_WHAT THE TASK ASKS_
Give the listing back in full, exactly as written, with the pictures removed.

++++

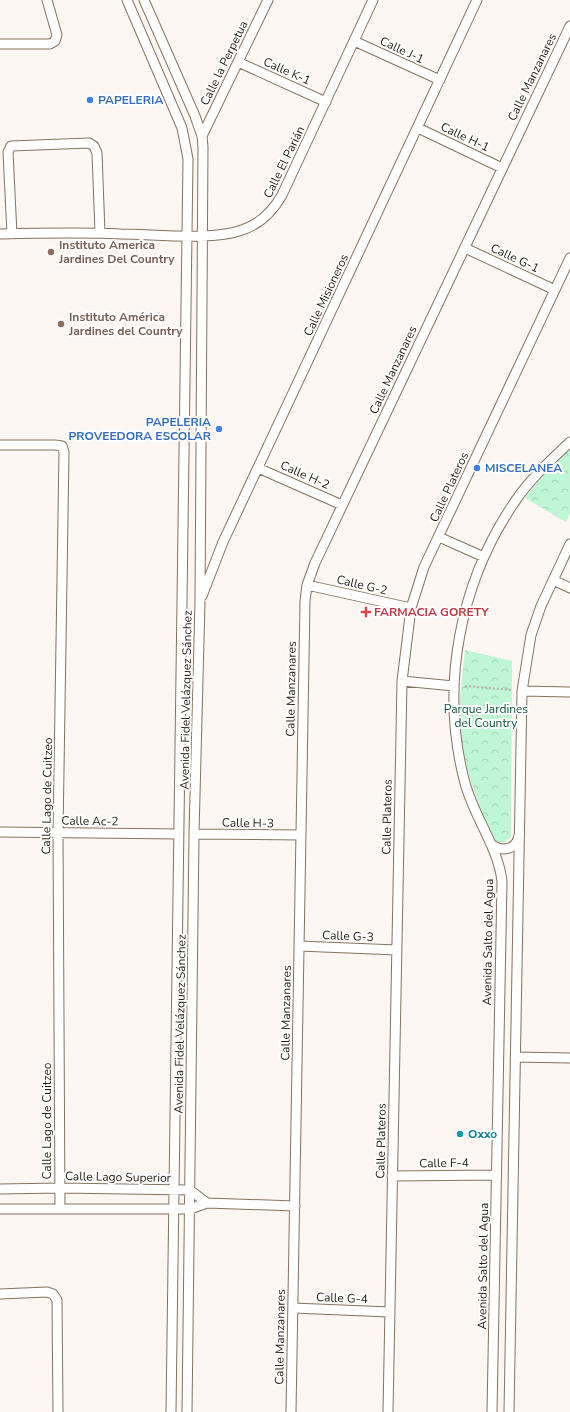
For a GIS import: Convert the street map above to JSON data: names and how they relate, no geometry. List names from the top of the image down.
{
  "streets": {
    "street": [
      "Calle J-1",
      "Calle la Perpetua",
      "Calle K-1",
      "Calle Manzanares",
      "Calle H-1",
      "Calle El Parián",
      "Calle G-1",
      "Calle Misioneros",
      "Calle H-2",
      "Calle Plateros",
      "Calle G-2",
      "Avenida Fidel Velázquez Sánchez",
      "Calle Lago de Cuitzeo",
      "Calle Ac-2",
      "Calle H-3",
      "Calle G-3",
      "Avenida Salto del Agua",
      "Calle F-4",
      "Calle Lago Superior",
      "Calle G-4"
    ]
  },
  "crossings": [
    ["Calle J-1", "Calle El Parián"],
    ["Calle J-1", "Calle Misioneros"],
    ["Calle la Perpetua", "Calle K-1"],
    ["Calle la Perpetua", "Avenida Fidel Velázquez Sánchez"],
    ["Calle K-1", "Calle El Parián"],
    ["Calle Manzanares", "Calle H-1"],
    ["Calle Manzanares", "Calle G-1"],
    ["Calle Manzanares", "Calle H-2"],
    ["Calle Manzanares", "Calle G-2"],
    ["Calle Manzanares", "Calle H-3"],
    ["Calle Manzanares", "Calle G-3"],
    ["Calle Manzanares", "Calle G-4"],
    ["Calle H-1", "Calle Misioneros"],
    ["Calle El Parián", "Avenida Fidel Velázquez Sánchez"],
    ["Calle G-1", "Calle Plateros"],
    ["Calle Misioneros", "Calle H-2"],
    ["Calle Misioneros", "Avenida Fidel Velázquez Sánchez"],
    ["Calle Plateros", "Calle G-2"],
    ["Calle Plateros", "Calle G-3"],
    ["Calle Plateros", "Calle F-4"],
    ["Calle Plateros", "Calle G-4"],
    ["Avenida Fidel Velázquez Sánchez", "Calle Ac-2"],
    ["Avenida Fidel Velázquez Sánchez", "Calle H-3"],
    ["Avenida Fidel Velázquez Sánchez", "Calle Lago Superior"],
    ["Calle Lago de Cuitzeo", "Calle Ac-2"],
    ["Calle Lago de Cuitzeo", "Calle Lago Superior"],
    ["Avenida Salto del Agua", "Calle F-4"]
  ],
  "parks": ["Parque Jardines del Country"],
  "places": {
    "other": [
      "PAPELERIA",
      "Instituto America Jardines Del Country",
      "Instituto América Jardines del Country",
      "PAPELERIA PROVEEDORA ESCOLAR",
      "MISCELANEA",
      "Oxxo"
    ],
    "health": ["FARMACIA GORETY"]
  }
}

++++

_EXERCISE RESPONSE_
For a GIS import: Convert the street map above to JSON data: names and how they relate, no geometry. List names from the top of the image down.
{
  "streets": {
    "street": [
      "Calle J-1",
      "Calle la Perpetua",
      "Calle K-1",
      "Calle Manzanares",
      "Calle H-1",
      "Calle El Parián",
      "Calle G-1",
      "Calle Misioneros",
      "Calle H-2",
      "Calle Plateros",
      "Calle G-2",
      "Avenida Fidel Velázquez Sánchez",
      "Calle Lago de Cuitzeo",
      "Calle Ac-2",
      "Calle H-3",
      "Calle G-3",
      "Avenida Salto del Agua",
      "Calle F-4",
      "Calle Lago Superior",
      "Calle G-4"
    ]
  },
  "crossings": [
    ["Calle J-1", "Calle El Parián"],
    ["Calle J-1", "Calle Misioneros"],
    ["Calle la Perpetua", "Calle K-1"],
    ["Calle la Perpetua", "Avenida Fidel Velázquez Sánchez"],
    ["Calle K-1", "Calle El Parián"],
    ["Calle Manzanares", "Calle H-1"],
    ["Calle Manzanares", "Calle G-1"],
    ["Calle Manzanares", "Calle H-2"],
    ["Calle Manzanares", "Calle G-2"],
    ["Calle Manzanares", "Calle H-3"],
    ["Calle Manzanares", "Calle G-3"],
    ["Calle Manzanares", "Calle G-4"],
    ["Calle H-1", "Calle Misioneros"],
    ["Calle El Parián", "Avenida Fidel Velázquez Sánchez"],
    ["Calle G-1", "Calle Plateros"],
    ["Calle Misioneros", "Calle H-2"],
    ["Calle Misioneros", "Avenida Fidel Velázquez Sánchez"],
    ["Calle Plateros", "Calle G-2"],
    ["Calle Plateros", "Calle G-3"],
    ["Calle Plateros", "Calle F-4"],
    ["Calle Plateros", "Calle G-4"],
    ["Avenida Fidel Velázquez Sánchez", "Calle Ac-2"],
    ["Avenida Fidel Velázquez Sánchez", "Calle H-3"],
    ["Avenida Fidel Velázquez Sánchez", "Calle Lago Superior"],
    ["Calle Lago de Cuitzeo", "Calle Ac-2"],
    ["Calle Lago de Cuitzeo", "Calle Lago Superior"],
    ["Avenida Salto del Agua", "Calle F-4"]
  ],
  "parks": ["Parque Jardines del Country"],
  "places": {
    "other": [
      "PAPELERIA",
      "Instituto America Jardines Del Country",
      "Instituto América Jardines del Country",
      "PAPELERIA PROVEEDORA ESCOLAR",
      "MISCELANEA",
      "Oxxo"
    ],
    "health": ["FARMACIA GORETY"]
  }
}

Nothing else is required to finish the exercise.